With this article, Brent Campney, associate professor history at the University of Texas Rio Grande Valley, reconstructs the life and death of Allen Pinks, a complicated figure who was at once a free-born black man, a fugitive from enslavement, and a slavecatcher. Pinks moved among some of the best-known historical figures of the Bleeding Kansas era and would be worthy of historical inquiry for no other reason than for his role as a noteworthy actor in the storied drama of that time and place. Nevertheless, as Campney demonstrates, Pinks is more significant because his short and violent life, bursting with intrigue and betrayal, provides so vivid and tragic a prism through which to explore the tangled issues of racism, violence, agency, and justice on the Kansas-Missouri border. To achieve its aims, the article patches together the relatively few and scattered scraps of information related to the life of Pinks as captured in newspapers and in the reminiscences of contemporaries and historians in the late nineteenth and early twentieth century.
Chase M. Billingham, “Urban Renewal, Homelessness, and the Birth and Death of Wichita’s Naftzger Park.”
Through much of the mid-twentieth century, the intersection of Douglas Avenue and St. Francis Street in Downtown Wichita was the site of the city’s notorious “Skid Row” area, featuring cheap hotels and other amenities catering to the low-income men who populated the district. In the 1960s and 1970s, the elimination of “Skid Row” was among the top priorities for Wichita’s Urban Renewal Agency (URA). As a central component of this endeavor, URA spearheaded the construction of a new park, named for prominent Wichita banker M.C. Naftzger, on top of the former Skid Row territory. Though this park was supposed to bring about middle-class resettlement and contribute to the eviction of poor and homeless men, it instead became a central gathering spot for the city’s homeless population, provoking decades of consternation and social problems.
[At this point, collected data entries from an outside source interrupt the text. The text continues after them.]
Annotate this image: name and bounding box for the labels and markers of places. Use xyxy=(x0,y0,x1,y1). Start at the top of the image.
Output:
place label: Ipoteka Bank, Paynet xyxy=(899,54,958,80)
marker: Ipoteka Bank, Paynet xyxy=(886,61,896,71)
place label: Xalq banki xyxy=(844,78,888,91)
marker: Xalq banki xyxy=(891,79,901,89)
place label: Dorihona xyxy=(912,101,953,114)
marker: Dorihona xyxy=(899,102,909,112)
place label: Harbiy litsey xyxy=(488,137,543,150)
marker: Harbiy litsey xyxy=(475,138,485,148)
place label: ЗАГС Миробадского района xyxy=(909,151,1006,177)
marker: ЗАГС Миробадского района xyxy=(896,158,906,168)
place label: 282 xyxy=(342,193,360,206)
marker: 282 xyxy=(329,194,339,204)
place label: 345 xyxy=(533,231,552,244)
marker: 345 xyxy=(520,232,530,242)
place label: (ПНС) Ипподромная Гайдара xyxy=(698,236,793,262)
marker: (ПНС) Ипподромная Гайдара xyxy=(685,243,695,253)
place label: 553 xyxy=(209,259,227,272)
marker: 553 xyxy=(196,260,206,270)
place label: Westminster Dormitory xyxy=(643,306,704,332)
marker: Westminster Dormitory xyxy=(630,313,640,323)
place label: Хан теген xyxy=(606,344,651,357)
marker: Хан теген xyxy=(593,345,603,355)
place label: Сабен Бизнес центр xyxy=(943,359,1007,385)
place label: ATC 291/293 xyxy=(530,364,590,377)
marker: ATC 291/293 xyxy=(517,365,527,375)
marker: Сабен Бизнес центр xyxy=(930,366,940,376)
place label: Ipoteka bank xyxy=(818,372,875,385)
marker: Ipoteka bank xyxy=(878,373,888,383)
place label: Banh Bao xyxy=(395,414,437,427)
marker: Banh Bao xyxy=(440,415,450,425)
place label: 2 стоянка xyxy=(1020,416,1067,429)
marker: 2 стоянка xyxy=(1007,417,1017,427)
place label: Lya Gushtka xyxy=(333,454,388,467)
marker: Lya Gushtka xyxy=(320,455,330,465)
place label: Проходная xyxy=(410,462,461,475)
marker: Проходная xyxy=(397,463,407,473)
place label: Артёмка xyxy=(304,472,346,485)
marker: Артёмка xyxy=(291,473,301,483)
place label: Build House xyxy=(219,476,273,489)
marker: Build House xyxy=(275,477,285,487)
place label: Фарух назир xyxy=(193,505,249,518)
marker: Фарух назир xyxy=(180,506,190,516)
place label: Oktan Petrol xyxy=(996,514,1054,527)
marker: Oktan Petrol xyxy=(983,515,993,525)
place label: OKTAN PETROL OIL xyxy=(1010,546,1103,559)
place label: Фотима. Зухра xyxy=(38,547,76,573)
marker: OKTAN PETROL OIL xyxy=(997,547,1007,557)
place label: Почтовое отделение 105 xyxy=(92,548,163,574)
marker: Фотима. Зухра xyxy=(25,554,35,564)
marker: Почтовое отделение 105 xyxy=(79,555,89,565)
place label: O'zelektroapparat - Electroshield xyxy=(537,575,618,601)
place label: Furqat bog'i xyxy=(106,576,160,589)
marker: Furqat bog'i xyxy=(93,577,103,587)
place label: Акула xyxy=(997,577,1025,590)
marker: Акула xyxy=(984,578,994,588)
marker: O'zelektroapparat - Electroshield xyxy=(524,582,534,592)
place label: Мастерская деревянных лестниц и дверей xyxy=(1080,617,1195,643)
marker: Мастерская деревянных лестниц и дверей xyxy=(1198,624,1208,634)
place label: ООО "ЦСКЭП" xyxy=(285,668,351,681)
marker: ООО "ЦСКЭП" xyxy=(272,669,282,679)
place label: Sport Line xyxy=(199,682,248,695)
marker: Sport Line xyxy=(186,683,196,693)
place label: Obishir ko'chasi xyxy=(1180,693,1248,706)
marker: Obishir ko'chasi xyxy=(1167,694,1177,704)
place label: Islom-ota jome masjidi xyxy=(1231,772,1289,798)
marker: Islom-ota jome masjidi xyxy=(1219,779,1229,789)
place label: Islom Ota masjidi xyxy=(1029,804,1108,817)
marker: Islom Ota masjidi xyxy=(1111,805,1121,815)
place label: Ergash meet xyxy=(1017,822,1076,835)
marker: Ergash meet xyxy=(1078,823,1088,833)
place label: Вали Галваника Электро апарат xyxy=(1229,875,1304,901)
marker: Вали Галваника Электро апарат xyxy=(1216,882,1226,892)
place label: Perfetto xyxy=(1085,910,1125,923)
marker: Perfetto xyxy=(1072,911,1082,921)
After years of attempts to reform Naftzger Park, the city finally bulldozed it altogether in 2018, with a plan to rebuild it into an inviting new public space. Wichita State University sociologist Chase M. Billingham traces the planning, construction, and ultimate demise of Naftzger Park, documenting how concerns about homelessness, poverty, and gentrification have repeatedly been at the center of arguments over the development of this key downtown intersection.